From time to time Norah would burst into the room without warning. Sometimes she had an author in tow to whom she was proudly showing the offices. On these occasions she was gracious,
introducing us to them – this is Elspeth Huxley, or Iris Murdoch. When she was unaccompanied she worried at us like a small terrier. ‘Eating
again!
’ she would accuse,
looking at the greasy paper bags held down by doughnuts like paperweights.

‘It’s all the frightful books you make us read,’ Cecil would reply, in his weariest, most polite voice. He always managed to make her laugh, and eventually I did the same. It
was the passport to being in
her good books. She bullied people who were afraid of her, but underneath it all she was an extraordinarily kind woman. Her husband had been killed
in the war, and she subsequently gave all her considerable energy, loyalty and devotion to Chatto.

That winter I was ill: it started as flu but went on and on, and eventually I had to stop work and stay in bed. It took weeks to recover and when I did it was with a deep depression. I had no
energy for writing, I didn’t like living alone, and I could hardly drag myself to the office every other week to earn the six pounds that barely kept the wolf from the door. I was also going
through another bout of not eating and I remember the misery of sitting in restaurants faced with enormous menus and finally asking for something like a piece of cold chicken only some of which I
managed to force down.

My relationship with Michael had become hopelessly static. It was clearer and clearer to me that I ought to leave him, but I’d not the strength or courage to do it. Someone I’d met
at a party with Audrey before she married said he’d fallen in love with me. He was married – as, it seemed to me, every personable man was – and, although I liked him, he
wasn’t for me. I told him I was with someone else, but that didn’t deter him. He asked if he might take me to my office in his car every morning on the days I went there. I agreed
– ungraciously, I’m afraid – largely because it got me out of going on the Underground in the rush-hour.

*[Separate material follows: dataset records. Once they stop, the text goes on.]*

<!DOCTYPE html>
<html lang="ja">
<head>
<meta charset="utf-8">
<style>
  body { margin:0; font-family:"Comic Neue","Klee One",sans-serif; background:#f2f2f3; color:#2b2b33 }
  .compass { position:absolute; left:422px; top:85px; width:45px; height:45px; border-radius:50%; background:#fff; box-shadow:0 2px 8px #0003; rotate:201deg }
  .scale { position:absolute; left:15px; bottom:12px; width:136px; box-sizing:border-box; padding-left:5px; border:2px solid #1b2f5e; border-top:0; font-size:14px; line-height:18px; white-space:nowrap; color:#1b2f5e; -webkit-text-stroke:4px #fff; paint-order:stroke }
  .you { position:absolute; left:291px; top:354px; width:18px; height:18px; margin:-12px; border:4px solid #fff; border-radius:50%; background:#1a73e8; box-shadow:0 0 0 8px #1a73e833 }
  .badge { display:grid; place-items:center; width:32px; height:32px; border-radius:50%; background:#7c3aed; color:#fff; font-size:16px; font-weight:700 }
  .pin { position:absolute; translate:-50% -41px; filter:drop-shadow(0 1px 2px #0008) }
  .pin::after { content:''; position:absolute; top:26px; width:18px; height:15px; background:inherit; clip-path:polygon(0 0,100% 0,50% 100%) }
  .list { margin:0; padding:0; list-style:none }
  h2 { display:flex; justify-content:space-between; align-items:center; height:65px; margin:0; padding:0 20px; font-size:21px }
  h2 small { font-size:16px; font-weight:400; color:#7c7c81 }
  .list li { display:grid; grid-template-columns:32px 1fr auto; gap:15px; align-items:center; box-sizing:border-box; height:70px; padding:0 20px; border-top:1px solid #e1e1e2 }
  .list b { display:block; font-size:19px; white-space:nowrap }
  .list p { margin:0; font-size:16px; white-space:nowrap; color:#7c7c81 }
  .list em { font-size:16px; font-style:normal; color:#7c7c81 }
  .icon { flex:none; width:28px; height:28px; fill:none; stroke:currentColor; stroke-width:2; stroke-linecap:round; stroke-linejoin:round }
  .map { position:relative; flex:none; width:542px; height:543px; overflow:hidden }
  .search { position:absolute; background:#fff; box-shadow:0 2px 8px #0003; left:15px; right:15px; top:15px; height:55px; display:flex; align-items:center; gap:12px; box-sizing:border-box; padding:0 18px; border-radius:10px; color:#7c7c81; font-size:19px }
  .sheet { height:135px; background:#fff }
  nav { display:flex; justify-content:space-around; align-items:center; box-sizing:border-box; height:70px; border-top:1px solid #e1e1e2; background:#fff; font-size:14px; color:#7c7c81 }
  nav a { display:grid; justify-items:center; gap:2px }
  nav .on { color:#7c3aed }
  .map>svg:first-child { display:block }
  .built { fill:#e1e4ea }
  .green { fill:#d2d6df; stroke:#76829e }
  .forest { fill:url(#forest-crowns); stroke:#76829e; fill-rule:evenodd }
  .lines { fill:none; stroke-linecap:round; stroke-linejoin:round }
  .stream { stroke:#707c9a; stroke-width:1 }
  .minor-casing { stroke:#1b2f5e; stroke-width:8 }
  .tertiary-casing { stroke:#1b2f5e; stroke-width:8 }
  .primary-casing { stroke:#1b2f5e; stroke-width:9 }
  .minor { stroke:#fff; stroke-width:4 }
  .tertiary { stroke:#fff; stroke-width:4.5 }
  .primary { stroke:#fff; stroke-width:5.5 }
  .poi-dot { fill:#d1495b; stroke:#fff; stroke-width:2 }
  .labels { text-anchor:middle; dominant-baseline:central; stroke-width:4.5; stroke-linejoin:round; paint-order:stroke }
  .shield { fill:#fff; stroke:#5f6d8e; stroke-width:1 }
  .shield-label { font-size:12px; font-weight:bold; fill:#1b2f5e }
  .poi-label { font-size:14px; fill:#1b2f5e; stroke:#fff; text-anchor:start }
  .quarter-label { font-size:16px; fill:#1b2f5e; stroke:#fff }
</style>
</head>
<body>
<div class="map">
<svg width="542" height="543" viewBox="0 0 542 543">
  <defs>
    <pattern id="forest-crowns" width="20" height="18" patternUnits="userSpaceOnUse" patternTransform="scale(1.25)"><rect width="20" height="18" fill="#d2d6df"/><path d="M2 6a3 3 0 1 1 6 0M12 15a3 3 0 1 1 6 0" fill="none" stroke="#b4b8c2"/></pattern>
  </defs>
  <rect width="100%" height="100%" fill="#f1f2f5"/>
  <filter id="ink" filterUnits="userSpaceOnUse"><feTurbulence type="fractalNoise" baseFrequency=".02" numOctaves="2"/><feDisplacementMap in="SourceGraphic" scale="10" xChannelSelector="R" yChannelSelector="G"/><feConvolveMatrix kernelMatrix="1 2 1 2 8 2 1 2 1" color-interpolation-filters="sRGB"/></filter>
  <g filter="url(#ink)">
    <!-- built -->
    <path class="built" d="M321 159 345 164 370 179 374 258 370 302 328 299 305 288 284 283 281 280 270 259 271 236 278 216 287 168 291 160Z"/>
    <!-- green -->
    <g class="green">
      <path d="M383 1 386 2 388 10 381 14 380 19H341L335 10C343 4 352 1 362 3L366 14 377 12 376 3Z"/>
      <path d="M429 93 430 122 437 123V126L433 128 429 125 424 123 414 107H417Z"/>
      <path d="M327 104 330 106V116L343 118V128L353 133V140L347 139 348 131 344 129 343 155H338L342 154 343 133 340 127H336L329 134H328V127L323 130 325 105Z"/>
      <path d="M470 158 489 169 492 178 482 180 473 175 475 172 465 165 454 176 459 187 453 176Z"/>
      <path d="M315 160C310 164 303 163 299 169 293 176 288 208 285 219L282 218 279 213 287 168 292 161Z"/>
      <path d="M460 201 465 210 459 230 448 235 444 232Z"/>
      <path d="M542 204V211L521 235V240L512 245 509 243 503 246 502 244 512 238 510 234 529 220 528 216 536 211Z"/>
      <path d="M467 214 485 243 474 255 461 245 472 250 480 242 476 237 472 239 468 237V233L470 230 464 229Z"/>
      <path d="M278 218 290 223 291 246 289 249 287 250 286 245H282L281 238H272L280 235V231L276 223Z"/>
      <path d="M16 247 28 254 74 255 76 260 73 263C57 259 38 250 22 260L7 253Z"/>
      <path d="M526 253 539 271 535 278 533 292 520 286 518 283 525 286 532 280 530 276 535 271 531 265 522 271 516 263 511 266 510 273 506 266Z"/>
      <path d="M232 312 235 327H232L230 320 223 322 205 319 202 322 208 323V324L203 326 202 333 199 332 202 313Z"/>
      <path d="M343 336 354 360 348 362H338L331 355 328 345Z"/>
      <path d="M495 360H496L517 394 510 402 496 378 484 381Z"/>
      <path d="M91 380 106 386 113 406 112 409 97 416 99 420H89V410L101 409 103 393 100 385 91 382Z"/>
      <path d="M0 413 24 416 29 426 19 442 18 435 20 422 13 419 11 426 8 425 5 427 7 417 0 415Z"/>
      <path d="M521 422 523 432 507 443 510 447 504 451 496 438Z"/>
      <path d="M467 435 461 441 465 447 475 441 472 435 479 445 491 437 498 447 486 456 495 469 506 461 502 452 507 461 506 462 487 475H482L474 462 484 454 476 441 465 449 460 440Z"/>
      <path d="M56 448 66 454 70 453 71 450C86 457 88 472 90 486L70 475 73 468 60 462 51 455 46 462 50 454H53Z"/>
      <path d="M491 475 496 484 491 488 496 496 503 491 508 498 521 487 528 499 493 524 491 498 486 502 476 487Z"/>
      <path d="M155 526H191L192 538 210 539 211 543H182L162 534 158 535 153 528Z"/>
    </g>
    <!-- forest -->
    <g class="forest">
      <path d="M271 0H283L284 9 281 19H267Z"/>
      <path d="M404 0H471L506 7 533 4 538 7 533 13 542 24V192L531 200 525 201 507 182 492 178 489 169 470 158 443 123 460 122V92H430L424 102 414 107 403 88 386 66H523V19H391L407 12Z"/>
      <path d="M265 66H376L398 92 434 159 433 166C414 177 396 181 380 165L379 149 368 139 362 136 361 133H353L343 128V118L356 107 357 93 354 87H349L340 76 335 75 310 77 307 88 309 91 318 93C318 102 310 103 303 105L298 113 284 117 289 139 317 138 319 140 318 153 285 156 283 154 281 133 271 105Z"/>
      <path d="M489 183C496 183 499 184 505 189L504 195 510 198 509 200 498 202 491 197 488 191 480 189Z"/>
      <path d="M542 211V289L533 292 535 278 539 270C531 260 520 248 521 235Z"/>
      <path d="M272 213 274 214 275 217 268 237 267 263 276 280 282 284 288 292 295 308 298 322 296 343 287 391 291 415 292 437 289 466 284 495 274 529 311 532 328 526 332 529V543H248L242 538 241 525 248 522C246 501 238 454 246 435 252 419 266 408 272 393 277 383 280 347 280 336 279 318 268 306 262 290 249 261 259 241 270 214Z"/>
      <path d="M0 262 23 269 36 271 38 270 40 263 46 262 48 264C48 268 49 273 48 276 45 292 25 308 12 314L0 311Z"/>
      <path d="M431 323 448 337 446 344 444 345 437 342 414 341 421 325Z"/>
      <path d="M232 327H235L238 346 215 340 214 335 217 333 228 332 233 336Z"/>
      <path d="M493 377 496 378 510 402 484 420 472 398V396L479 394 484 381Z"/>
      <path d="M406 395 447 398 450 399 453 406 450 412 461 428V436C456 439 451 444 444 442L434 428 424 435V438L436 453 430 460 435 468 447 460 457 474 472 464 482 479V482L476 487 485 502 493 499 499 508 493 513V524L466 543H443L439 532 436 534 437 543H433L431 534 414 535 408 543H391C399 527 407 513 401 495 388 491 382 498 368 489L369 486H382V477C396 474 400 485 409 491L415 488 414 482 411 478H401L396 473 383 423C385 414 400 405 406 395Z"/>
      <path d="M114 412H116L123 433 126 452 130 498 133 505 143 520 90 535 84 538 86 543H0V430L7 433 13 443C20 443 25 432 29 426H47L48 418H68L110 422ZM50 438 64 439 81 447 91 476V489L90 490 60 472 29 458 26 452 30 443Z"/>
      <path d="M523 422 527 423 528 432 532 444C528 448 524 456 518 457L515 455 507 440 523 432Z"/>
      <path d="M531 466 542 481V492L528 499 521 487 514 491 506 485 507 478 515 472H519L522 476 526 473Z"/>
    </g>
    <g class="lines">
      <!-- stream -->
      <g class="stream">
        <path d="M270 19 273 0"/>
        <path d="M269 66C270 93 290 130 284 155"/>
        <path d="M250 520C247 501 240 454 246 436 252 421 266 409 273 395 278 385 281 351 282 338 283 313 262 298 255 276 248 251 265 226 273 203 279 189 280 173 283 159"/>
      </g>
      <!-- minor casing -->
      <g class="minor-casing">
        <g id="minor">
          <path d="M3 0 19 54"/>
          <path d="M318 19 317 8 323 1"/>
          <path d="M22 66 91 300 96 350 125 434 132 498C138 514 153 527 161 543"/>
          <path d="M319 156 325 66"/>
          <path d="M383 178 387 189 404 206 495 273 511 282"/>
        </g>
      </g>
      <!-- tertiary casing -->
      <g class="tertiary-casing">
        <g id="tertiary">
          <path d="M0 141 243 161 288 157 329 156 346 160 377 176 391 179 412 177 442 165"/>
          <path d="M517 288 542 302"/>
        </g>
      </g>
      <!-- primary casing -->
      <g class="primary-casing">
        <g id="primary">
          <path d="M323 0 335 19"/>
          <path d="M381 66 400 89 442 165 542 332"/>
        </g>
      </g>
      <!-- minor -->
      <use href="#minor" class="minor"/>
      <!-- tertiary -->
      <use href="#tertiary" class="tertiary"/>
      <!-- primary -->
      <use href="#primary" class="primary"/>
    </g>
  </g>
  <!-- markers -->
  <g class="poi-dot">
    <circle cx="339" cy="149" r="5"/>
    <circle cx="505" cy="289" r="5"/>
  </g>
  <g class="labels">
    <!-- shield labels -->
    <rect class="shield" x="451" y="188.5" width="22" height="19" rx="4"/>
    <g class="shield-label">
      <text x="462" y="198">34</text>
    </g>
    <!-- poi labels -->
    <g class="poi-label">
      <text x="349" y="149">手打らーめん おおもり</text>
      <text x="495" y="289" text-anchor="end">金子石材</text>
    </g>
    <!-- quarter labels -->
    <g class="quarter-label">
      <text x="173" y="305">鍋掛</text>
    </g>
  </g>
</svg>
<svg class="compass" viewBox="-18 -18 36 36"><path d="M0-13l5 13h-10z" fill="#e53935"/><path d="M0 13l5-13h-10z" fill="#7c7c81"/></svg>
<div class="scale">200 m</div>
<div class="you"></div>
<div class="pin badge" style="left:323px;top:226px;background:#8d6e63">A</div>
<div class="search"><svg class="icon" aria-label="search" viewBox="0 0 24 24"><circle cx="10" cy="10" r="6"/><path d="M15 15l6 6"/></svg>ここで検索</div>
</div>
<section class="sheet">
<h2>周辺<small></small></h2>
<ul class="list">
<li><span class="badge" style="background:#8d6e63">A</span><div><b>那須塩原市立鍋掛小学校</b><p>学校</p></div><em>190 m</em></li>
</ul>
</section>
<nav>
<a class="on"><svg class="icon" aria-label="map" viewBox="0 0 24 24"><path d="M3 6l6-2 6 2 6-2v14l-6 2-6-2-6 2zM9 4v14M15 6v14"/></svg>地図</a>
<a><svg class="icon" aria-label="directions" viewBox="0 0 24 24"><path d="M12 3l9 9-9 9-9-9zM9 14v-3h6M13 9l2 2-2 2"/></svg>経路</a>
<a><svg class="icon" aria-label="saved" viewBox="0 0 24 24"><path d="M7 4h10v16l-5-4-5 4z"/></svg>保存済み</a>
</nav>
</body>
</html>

And then, out of the blue, I was invited by my friend Lorna to go to America with her and stay in her family’s house in Connecticut. Lorna Mackintosh came into my life indirectly through
Michael whose friend, Roger St Aubyn, was her lover – she later married him. Her mother, Loelia, was an American heiress who’d married Ali Mackintosh, a 1920s playboy, very charming but
not wildly responsible about money. She eventually divorced him and took her two daughters to France where she married a French duke. He was short of money and she liked the idea of being a
duchess. There was a house in America, a flat in Rome and a house
at St-Brice, outside Paris, which had once belonged to Edith Wharton. Lorna had spent much of her childhood in
Connecticut. The house there had a farm and it was the place she loved best. In spite of this, she’d had an unhappy childhood. She was small and blonde, with a fair skin and blue eyes and
features that would have suited Holbein. We became friends immediately.